That had been twenty minutes ago.
Just used it as a way to get me off the phone, Spike thought as he stabbed out his cigarette, ash scattering haphazardly across the formica tabletop from the force. Took me for a sap and said the words she knew I wanted to hear. And the thing of it is, I can’t even get Clem back in on the job because she’s fingered him already. What a bloody waste of a day this has been.
It wasn’t the anger at her that was the strongest, though. What ate at Spike was the sense of utter disappointment that he could’ve been so wrong. About her, about them. It just wasn’t possible. This was one of the things he’d always been good at. It was just a matter of keeping an eye on the people, watch them for their tricks. It was next to impossible to pull the wool over his eyes. And yet she’d done it. Conned him with her sharp words, blinded him with that smile, drowned him in hazel every time he looked into her eyes. Taken his heart, tossed it around for a bit, and then stomped it under her heel until all he was left with was mash.

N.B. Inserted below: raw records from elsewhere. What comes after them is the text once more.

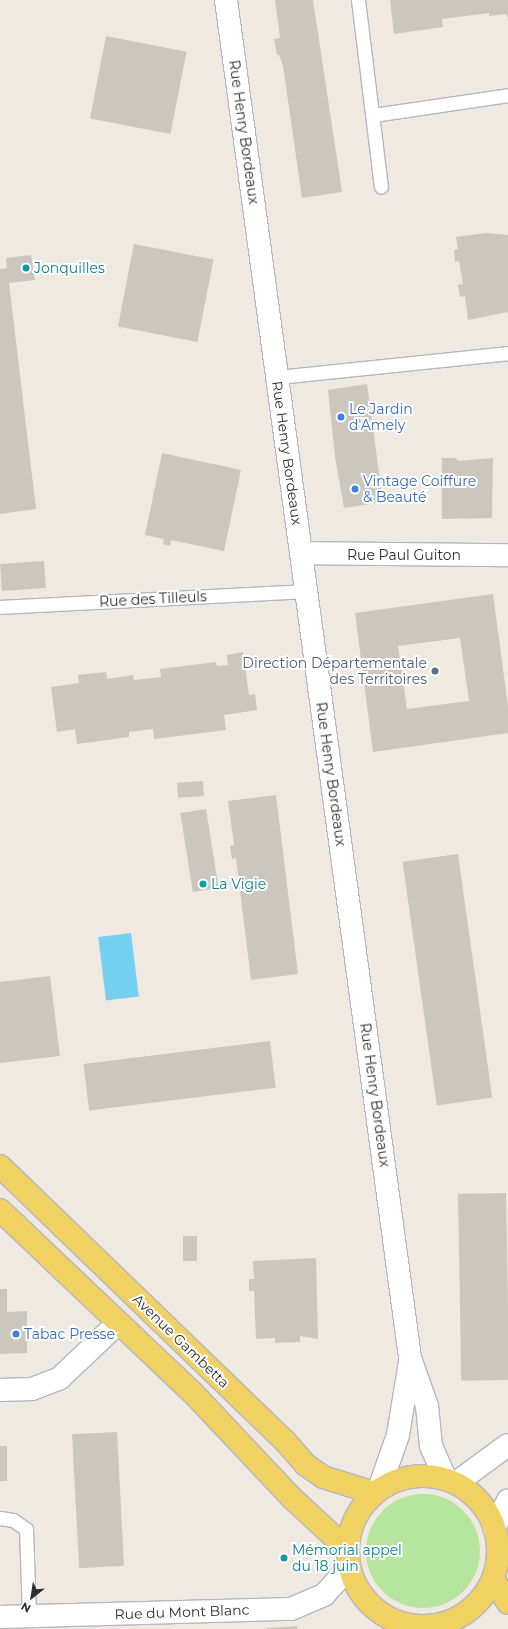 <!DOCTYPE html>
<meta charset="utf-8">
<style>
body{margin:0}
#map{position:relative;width:508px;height:1629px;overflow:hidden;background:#efe9e1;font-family:Montserrat,sans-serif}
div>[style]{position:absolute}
.green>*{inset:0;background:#b6e59e}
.round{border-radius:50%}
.water>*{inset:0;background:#75cff0;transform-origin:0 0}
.building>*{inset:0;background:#cbc7bf;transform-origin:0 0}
.roads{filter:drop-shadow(1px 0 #b4b7c1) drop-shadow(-1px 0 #b4b7c1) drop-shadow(0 1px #b4b7c1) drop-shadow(0 -1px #b4b7c1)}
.lane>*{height:13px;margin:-6.5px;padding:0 6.5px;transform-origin:6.5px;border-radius:6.5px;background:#fff}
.street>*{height:22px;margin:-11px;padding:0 11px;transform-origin:11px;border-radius:11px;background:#fff}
.secondary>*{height:22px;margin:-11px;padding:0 11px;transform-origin:11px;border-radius:11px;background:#fff}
.primary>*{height:22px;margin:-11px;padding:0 11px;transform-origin:11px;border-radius:11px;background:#f2d163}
.primary>.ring{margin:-11px;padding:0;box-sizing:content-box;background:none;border:22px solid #f2d163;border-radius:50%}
.dots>*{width:11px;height:11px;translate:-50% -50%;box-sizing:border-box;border:2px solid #fff;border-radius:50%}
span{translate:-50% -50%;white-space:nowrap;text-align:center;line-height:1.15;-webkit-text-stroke:4px #fff;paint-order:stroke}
.street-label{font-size:14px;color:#2e2e2e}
.culture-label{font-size:14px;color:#0d838f}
.left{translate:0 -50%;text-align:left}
.shop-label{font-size:14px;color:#366cbe}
.service-label{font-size:14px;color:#4e5e75}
.right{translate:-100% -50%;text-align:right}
.north{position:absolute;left:12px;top:1577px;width:40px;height:40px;-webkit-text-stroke:3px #fff;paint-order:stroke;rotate:210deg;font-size:11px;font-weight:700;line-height:16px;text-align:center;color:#2e2e2e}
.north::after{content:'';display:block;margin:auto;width:14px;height:18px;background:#2e2e2e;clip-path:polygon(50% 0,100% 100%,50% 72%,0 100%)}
</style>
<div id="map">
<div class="green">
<div class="round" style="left:366px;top:1494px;width:114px;height:114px"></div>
</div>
<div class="water">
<div style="left:131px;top:933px;width:64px;height:33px;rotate:83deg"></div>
</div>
<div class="building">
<div style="clip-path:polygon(275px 0,313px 0,342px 192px,302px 198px,283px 66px,279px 55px,277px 55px,274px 39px,280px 38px)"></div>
<div style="clip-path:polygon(390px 0,508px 0,508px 18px,506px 14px,489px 16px,489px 13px,442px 19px,443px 27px,394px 34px)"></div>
<div style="left:106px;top:36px;width:82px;height:84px;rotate:11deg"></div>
<div style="clip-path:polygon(486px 233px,508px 235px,508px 312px,468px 320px,465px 296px,460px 297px,458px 285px,463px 284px,459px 261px,455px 262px,454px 250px,458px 249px,456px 237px)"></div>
<div style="left:134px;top:244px;width:81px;height:84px;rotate:11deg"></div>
<div style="clip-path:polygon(31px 255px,35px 280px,9px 283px,36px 509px,0 514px,0 269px,7px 268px,6px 258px)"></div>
<div style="clip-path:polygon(367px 384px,383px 502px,344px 508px,335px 457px,328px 390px)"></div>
<div style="clip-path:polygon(162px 453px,241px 470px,224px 551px,171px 540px,170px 546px,163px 544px,164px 539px,145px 535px)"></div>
<div style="clip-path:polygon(442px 458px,455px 458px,459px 461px,493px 458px,492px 518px,442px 519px)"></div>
<div style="left:44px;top:561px;width:27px;height:44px;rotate:86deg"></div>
<div style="clip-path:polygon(evenodd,493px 594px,508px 706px,508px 733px,373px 752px,355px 613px,493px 594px,460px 638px,469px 701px,407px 709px,398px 646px,460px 638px)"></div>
<div style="clip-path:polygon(243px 652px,249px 695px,255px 694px,257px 710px,224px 715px,226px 730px,154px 739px,153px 729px,129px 732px,129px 737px,77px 744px,75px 729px,57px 732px,51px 687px,79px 683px,78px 675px,106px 672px,107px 679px,133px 675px,134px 680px,161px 677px,160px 669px,216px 662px,217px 666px,228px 665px,227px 655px)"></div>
<div style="left:203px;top:781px;width:15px;height:26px;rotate:86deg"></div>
<div style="clip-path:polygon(276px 795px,298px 974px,251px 980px,236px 858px,232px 859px,230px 846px,234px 845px,228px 801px)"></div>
<div style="left:206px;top:809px;width:80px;height:26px;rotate:81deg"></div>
<div style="left:458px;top:854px;width:246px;height:56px;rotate:82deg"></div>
<div style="clip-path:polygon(50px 976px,60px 1056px,0 1063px,0 982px)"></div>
<div style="left:270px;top:1041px;width:47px;height:188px;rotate:83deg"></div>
<div style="left:506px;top:1193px;width:187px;height:48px;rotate:89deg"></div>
<div style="left:183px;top:1236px;width:14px;height:25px"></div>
<div style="clip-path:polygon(316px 1258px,318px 1339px,300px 1336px,300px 1342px,275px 1343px,275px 1338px,256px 1339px,254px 1291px,249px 1291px,249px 1279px,254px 1279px,253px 1261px)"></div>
<div style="clip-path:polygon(0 1289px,7px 1289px,7px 1312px,27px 1311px,27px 1353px,0 1354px)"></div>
<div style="left:117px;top:1432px;width:134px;height:45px;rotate:87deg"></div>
<div style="left:0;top:1446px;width:7px;height:35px"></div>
<div style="clip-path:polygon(297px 1626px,297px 1629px,267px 1629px,267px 1628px)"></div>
</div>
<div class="roads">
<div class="lane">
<div style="left:358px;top:0;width:188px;rotate:83deg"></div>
<div style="left:373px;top:115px;width:136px;rotate:-8.4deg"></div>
<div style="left:277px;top:377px;width:232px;rotate:-5.9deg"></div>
<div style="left:0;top:607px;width:306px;rotate:-3deg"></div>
<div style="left:0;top:1518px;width:13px;rotate:9deg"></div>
<div style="left:13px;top:1520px;width:16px;rotate:35deg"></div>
<div style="left:26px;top:1529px;width:87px;rotate:88deg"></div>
</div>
<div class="street">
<div style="left:226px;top:0;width:1370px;rotate:82.28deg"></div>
<div style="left:410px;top:1358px;width:51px;rotate:70.5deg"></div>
<div style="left:427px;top:1406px;width:40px;rotate:84.3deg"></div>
<div style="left:431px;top:1446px;width:36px;rotate:66deg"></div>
<div style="left:301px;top:553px;width:207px;rotate:0.6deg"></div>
<div style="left:0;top:1390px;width:32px;rotate:-2deg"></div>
<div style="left:32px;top:1389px;width:30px;rotate:-21deg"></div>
<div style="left:60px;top:1378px;width:80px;rotate:-43.5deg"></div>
<div style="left:379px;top:1489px;width:57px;rotate:-70.6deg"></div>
<div style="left:398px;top:1435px;width:74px;rotate:-80.7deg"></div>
<div style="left:0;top:1617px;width:291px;rotate:-1.6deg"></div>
<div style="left:291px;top:1609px;width:36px;rotate:-23deg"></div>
<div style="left:324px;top:1595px;width:38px;rotate:-48deg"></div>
</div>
<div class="secondary">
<div style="left:456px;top:1483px;width:64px;rotate:-36.2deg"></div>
<div style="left:494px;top:1528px;width:31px;rotate:-63deg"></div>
</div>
<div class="primary">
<div style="left:0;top:1166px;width:396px;rotate:44deg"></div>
<div style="left:285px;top:1441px;width:32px;rotate:49deg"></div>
<div style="left:306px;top:1465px;width:21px;rotate:35deg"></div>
<div style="left:323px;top:1477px;width:53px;rotate:17.4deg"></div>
<div style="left:0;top:1210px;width:265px;rotate:43.5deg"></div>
<div style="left:192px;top:1392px;width:147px;rotate:46.7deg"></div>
<div style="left:293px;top:1499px;width:74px;rotate:42.8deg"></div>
<div class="ring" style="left:348px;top:1476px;width:128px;height:128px"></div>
<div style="left:493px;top:1579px;width:28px;rotate:58deg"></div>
</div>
</div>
<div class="dots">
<div style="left:26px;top:268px;background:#0f9aa8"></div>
<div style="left:341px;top:417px;background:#3f7fe0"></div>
<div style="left:355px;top:489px;background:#3f7fe0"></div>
<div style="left:435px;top:671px;background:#5c6f8a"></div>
<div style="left:203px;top:884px;background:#0f9aa8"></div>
<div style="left:16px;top:1334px;background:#3f7fe0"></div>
<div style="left:284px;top:1558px;background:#0f9aa8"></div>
</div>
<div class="street-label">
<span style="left:244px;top:132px;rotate:82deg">Rue Henry Bordeaux</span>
<span style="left:287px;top:453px;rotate:82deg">Rue Henry Bordeaux</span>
<span style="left:404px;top:555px">Rue Paul Guiton</span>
<span style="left:153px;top:599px;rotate:-3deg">Rue des Tilleuls</span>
<span style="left:331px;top:774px;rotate:82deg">Rue Henry Bordeaux</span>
<span style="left:375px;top:1095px;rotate:82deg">Rue Henry Bordeaux</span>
<span style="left:181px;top:1341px;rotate:44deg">Avenue Gambetta</span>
<span style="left:182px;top:1612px;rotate:-2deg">Rue du Mont Blanc</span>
</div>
<div class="culture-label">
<span class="left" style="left:34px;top:268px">Jonquilles</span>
<span class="left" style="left:211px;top:884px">La Vigie</span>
<span class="left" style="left:292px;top:1558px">Mémorial appel<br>du 18 juin</span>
</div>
<div class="shop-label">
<span class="left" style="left:349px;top:417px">Le Jardin<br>d'Amely</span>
<span class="left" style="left:363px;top:489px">Vintage Coiffure<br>&amp; Beauté</span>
<span class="left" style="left:24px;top:1334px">Tabac Presse</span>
</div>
<div class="service-label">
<span class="right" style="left:427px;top:671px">Direction Départementale<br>des Territoires</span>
</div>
<div class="north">N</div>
</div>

He swallowed, his throat suddenly tight. If he didn’t know better, he’d swear he was in love with the bloody chit, but that wasn’t possible, not after two and a half days. Serious liking, maybe, but love was an entirely separate matter. It didn’t make a whit of difference how amazing they were together, or how many times her face rose before him, even when she wasn’t in the room. His ability to love had been tossed into the freezer five years ago when he’d found Dru with that wanker, and it was going to take more than a pretty face and a nice set of legs to thaw it out that quickly.
He just had to keep repeating that to himself so that he’d eventually believe it.

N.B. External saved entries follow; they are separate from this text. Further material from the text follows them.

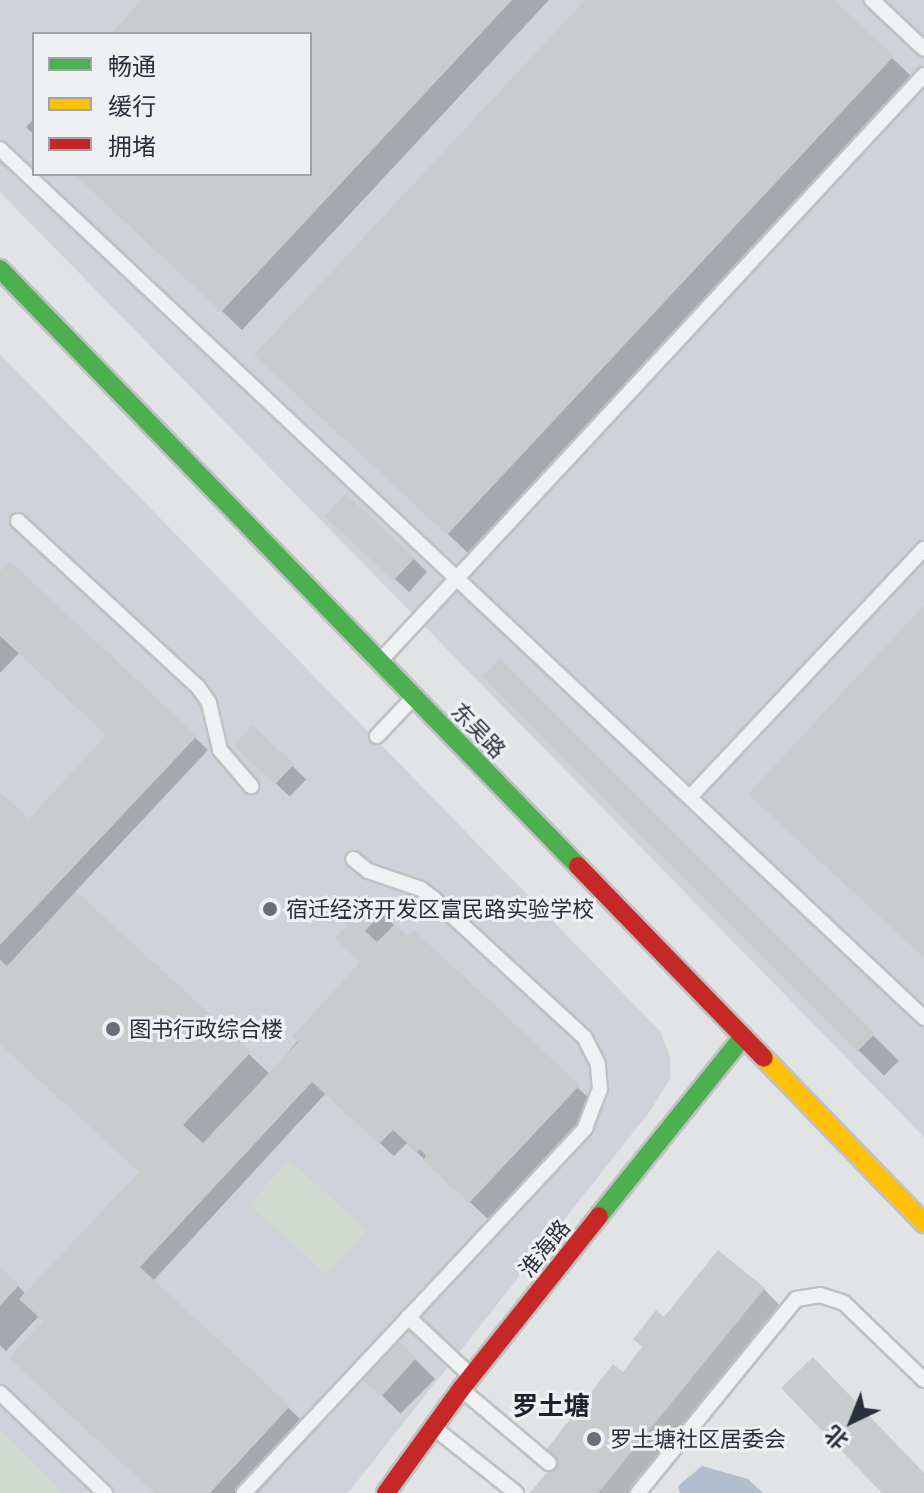 <!DOCTYPE html>
<html>
<head>
<meta charset="utf-8">
<style>
	body { margin:0 }
	#map { position:relative; width:924px; height:1493px; overflow:hidden; background:#e1e3e5; font-family:Barlow,"Noto Sans SC",sans-serif }
	div>[style] { position:absolute }
	[style*='--x'] { left:calc(var(--x)*1px); top:calc(var(--y)*1px); width:calc(var(--w)*1px); rotate:calc(var(--a)*1deg) }
	.built>* { inset:0; background:#cfd2d8 }
	.green>* { inset:0; background:#d1d9d1; transform-origin:0 0 }
	.water>* { inset:0; background:#b1becd }
	.shadow>* { inset:0; background:#0003; transform-origin:0 0 }
	.building>* { inset:0; background:#c9cbcd; transform-origin:0 0 }
	.roads { filter:drop-shadow(2px 0 #bfc1c3) drop-shadow(-2px 0 #bfc1c3) drop-shadow(0 2px #bfc1c3) drop-shadow(0 -2px #bfc1c3) }
	.lane>* { height:14px; margin:-7px; padding:0 7px; transform-origin:7px; border-radius:7px; background:#eff1f2 }
	.fast>* { height:18px; margin:-9px; padding:0 9px; transform-origin:9px; border-radius:9px; background:#4caf50 }
	.slow>* { height:18px; margin:-9px; padding:0 9px; transform-origin:9px; border-radius:9px; background:#ffc107 }
	.jam>* { height:18px; margin:-9px; padding:0 9px; transform-origin:9px; border-radius:9px; background:#c62828 }
	.dots>* { width:22px; height:22px; translate:-50% -50%; box-sizing:border-box; border:4px solid #eef0f4; border-radius:50% }
	span { translate:-50% -50%; white-space:nowrap; text-align:center; line-height:1.15; -webkit-text-stroke:6px #eef0f4; paint-order:stroke }
	.street-label { font-size:22px; color:#2a2f3c }
	.poi-label { font-size:22px; color:#2a2f3c }
	.left { translate:0 -50%; text-align:left }
	.quarter-label { font-size:26px; color:#1c212d; font-weight:700 }
	.legend { position:absolute; left:32px; top:32px; width:280px; height:144px; box-sizing:border-box; background:#eef0f4; border:2px solid #a0a3aa; margin:0; padding:10px 14px; list-style:none; font-size:24px; color:#2a2f3c }
	.legend li { display:flex; align-items:center; gap:16px; height:40px }
	.legend b { width:40px; border:2px solid #a0a3aa }
	.north { position:absolute; left:812px; top:1381px; width:80px; height:80px; -webkit-text-stroke:6px #eef0f4; paint-order:stroke; rotate:223deg; font-size:22px; font-weight:700; line-height:32px; text-align:center; color:#2a2f3c }
	.north::after { content:''; display:block; margin:auto; width:28px; height:36px; background:#2a2f3c; clip-path:polygon(50% 0,100% 100%,50% 72%,0 100%) }
</style>
</head>
<body>
<div id="map">
	<div class="built">
		<i style="clip-path:polygon(evenodd,0 0,924px 0,924px 1137px,0 192px,0 0,34px 34px,310px 34px,310px 174px,34px 174px,34px 34px)"></i>
		<i style="clip-path:polygon(0 354px,660px 1031px,670px 1056px,670px 1079px,650px 1111px,348px 1493px,62px 1493px,0 1431px)"></i>
	</div>
	<div class="green">
		<i style="left:289px;top:1160px;width:105px;height:60px;rotate:42deg"></i>
		<i style="clip-path:polygon(0 1431px,62px 1493px,0 1493px)"></i>
	</div>
	<div class="water">
		<i style="clip-path:polygon(702px 1466px,748px 1479px,763px 1493px,680px 1493px,678px 1486px)"></i>
	</div>
	<div class="shadow">
		<i style="clip-path:polygon(145px 0,549px 0,242px 330px,75px 174px,310px 174px,310px 34px,113px 34px)"></i>
		<i style="clip-path:polygon(588px 0,831px 0,912px 77px,468px 553px,277px 374px)"></i>
		<i style="clip-path:polygon(34px 119px,34px 135px,26px 127px)"></i>
		<i style="clip-path:polygon(341px 530px,414px 559px,427px 572px,409px 592px)"></i>
		<i style="clip-path:polygon(0 574px,179px 722px,208px 750px,75px 892px,270px 1074px,362px 963px,367px 901px,598px 1106px,490px 1221px,407px 1143px,394px 1156px,326px 1093px,153px 1281px,314px 1432px,258px 1493px,155px 1493px,45px 1322px,39px 1316px,6px 1351px,0 1345px,0 1269px,26px 1294px,141px 1173px,0 1043px,0 794px,29px 822px,108px 736px,19px 653px,0 673px)"></i>
		<i style="left:500px;top:662px;width:564px;height:21px;rotate:45deg"></i>
		<i style="left:253px;top:728px;width:74px;height:24px;rotate:44deg"></i>
		<i style="clip-path:polygon(764px 1289px,783px 1309px,633px 1493px,533px 1493px,559px 1460px,549px 1450px,623px 1375px,664px 1320px)"></i>
		<i style="left:399px;top:1343px;width:51px;height:49px;rotate:45deg"></i>
	</div>
	<div class="building">
		<i style="clip-path:polygon(142px 0,512px 0,221px 312px,74px 174px,310px 174px,310px 34px,110px 34px)"></i>
		<i style="clip-path:polygon(585px 0,834px 0,894px 56px,447px 535px,254px 355px)"></i>
		<i style="left:346px;top:494px;width:94px;height:31px;rotate:43deg"></i>
		<i style="clip-path:polygon(10px 561px,197px 736px,0 945px,0 792px,29px 819px,106px 735px,0 636px,0 571px)"></i>
		<i style="clip-path:polygon(924px 605px,924px 958px,748px 794px)"></i>
		<i style="left:500px;top:659px;width:530px;height:25px;rotate:45deg"></i>
		<i style="left:253px;top:725px;width:57px;height:28px;rotate:44deg"></i>
		<i style="clip-path:polygon(76px 891px,251px 1052px,183px 1125px,203px 1143px,298px 1042px,292px 1037px,360px 962px,334px 939px,347px 926px,343px 923px,367px 898px,382px 913px,365px 931px,377px 942px,394px 925px,408px 937px,414px 930px,580px 1085px,469px 1203px,423px 1160px,426px 1156px,420px 1149px,417px 1152px,393px 1130px,379px 1144px,312px 1082px,140px 1267px,290px 1406px,210px 1493px,154px 1493px,9px 1358px,43px 1321px,19px 1299px,139px 1172px,0 1044px,0 960px,7px 966px)"></i>
		<i style="clip-path:polygon(718px 1250px,765px 1288px,598px 1493px,530px 1493px,558px 1459px,546px 1450px,613px 1364px,623px 1372px,642px 1347px,633px 1339px,656px 1310px,664px 1317px)"></i>
		<i style="clip-path:polygon(0 1267px,19px 1285px,0 1306px)"></i>
		<i style="left:398px;top:1341px;width:25px;height:52px;rotate:42deg"></i>
		<i style="clip-path:polygon(813px 1357px,924px 1473px,924px 1493px,882px 1493px,781px 1388px)"></i>
	</div>
	<div class="roads">
		<div class="lane">
			<i style="--x:872;--y:0;--w:71;--a:43.3"></i>
			<i style="--x:0;--y:149;--w:1268;--a:43.24"></i>
			<i style="--x:18;--y:521;--w:245;--a:42.7"></i>
			<i style="--x:198;--y:687;--w:19;--a:55"></i>
			<i style="--x:209;--y:703;--w:48;--a:76.8"></i>
			<i style="--x:220;--y:750;--w:48;--a:49.3"></i>
			<i style="--x:380;--y:661;--w:800;--a:-47.13"></i>
			<i style="--x:377;--y:736;--w:52;--a:-46.5"></i>
			<i style="--x:690;--y:797;--w:341;--a:-46.7"></i>
			<i style="--x:408;--y:1317;--w:86;--a:43.1"></i>
			<i style="--x:461;--y:1389;--w:115;--a:40.1"></i>
			<i style="--x:0;--y:1393;--w:145;--a:43.6"></i>
			<i style="--x:433;--y:1427;--w:106;--a:38.5"></i>
			<i style="--x:244;--y:1493;--w:500;--a:-46.9"></i>
			<i style="--x:585;--y:1128;--w:42;--a:-69"></i>
			<i style="--x:600;--y:1089;--w:25;--a:-95"></i>
			<i style="--x:598;--y:1064;--w:30;--a:-117"></i>
			<i style="--x:584;--y:1037;--w:205;--a:-137.4"></i>
			<i style="--x:433;--y:898;--w:15;--a:-143"></i>
			<i style="--x:421;--y:889;--w:56;--a:-161.2"></i>
			<i style="--x:368;--y:871;--w:19;--a:-141"></i>
			<i style="--x:638;--y:1493;--w:250;--a:-50.8"></i>
			<i style="--x:796;--y:1299;--w:24;--a:-9"></i>
			<i style="--x:820;--y:1295;--w:25;--a:18"></i>
			<i style="--x:844;--y:1303;--w:111;--a:43.9"></i>
		</div>
		<div class="fast">
			<i style="--x:0;--y:269;--w:831;--a:45.93"></i>
			<i style="--x:599;--y:1216;--w:230;--a:-51.2"></i>
		</div>
		<div class="slow">
			<i style="--x:764;--y:1058;--w:230;--a:45.9"></i>
		</div>
		<div class="jam">
			<i style="--x:578;--y:866;--w:267;--a:45.9"></i>
			<i style="--x:386;--y:1493;--w:128;--a:-54.2"></i>
			<i style="--x:461;--y:1389;--w:221;--a:-51.4"></i>
		</div>
	</div>
	<div class="dots">
		<i style="left:270px;top:909px;background:#6a6e77"></i>
		<i style="left:113px;top:1029px;background:#6a6e77"></i>
		<i style="left:594px;top:1439px;background:#6a6e77"></i>
	</div>
	<div class="street-label">
		<span style="left:479px;top:730px;rotate:46deg">东吴路</span>
		<span style="left:544px;top:1248px;rotate:-51deg">淮海路</span>
	</div>
	<div class="poi-label">
		<span class="left" style="left:286px;top:909px">宿迁经济开发区富民路实验学校</span>
		<span class="left" style="left:129px;top:1029px">图书行政综合楼</span>
		<span class="left" style="left:610px;top:1439px">罗土塘社区居委会</span>
	</div>
	<div class="quarter-label">
		<span style="left:551px;top:1405px">罗土塘</span>
	</div>
	<ul class="legend">
	<li><b style="height:10px;background:#4caf50"></b>畅通</li>
	<li><b style="height:10px;background:#ffc107"></b>缓行</li>
	<li><b style="height:10px;background:#c62828"></b>拥堵</li>
	</ul>
	<div class="north">北</div>
</div>
</body>
</html>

A quick glance at his watch told Spike that it was now twenty-five minutes past the deadline Buffy had imposed. He was going to have to order something other than a cup of java if he didn’t want the guy behind the counter tossing him out on his ear for wasting a table during his busy lunch crowd. Part of him almost hoped the git would try; in his current state of mind, he could use a bit of the rough and tumble to clear his head. The hell he’d get from Red and Ripper would most definitely be worth it.
He was just reaching into his pocket for his wallet when the bell rang over the door. Automatically, he looked up, expecting it to be another nameless customer wandering in for their midday meal, but when he recognized her slim form, Spike’s heart leapt into his throat.
As Buffy stopped inside the entry, her cheeks were flushed, her chest slightly heaving, her bags swinging slightly at her sides as if she’d just dashed across the road. In her dusky lavender fitted suit, she looked like she better belonged at the Savoy than in the dingy diner, but the quick smile she shot the guy behind the counter told Spike she was known here. She didn’t see the blond in the corner, though, and as her gaze flickered over the patrons, he couldn’t help but note the momentary panic shading the hazel.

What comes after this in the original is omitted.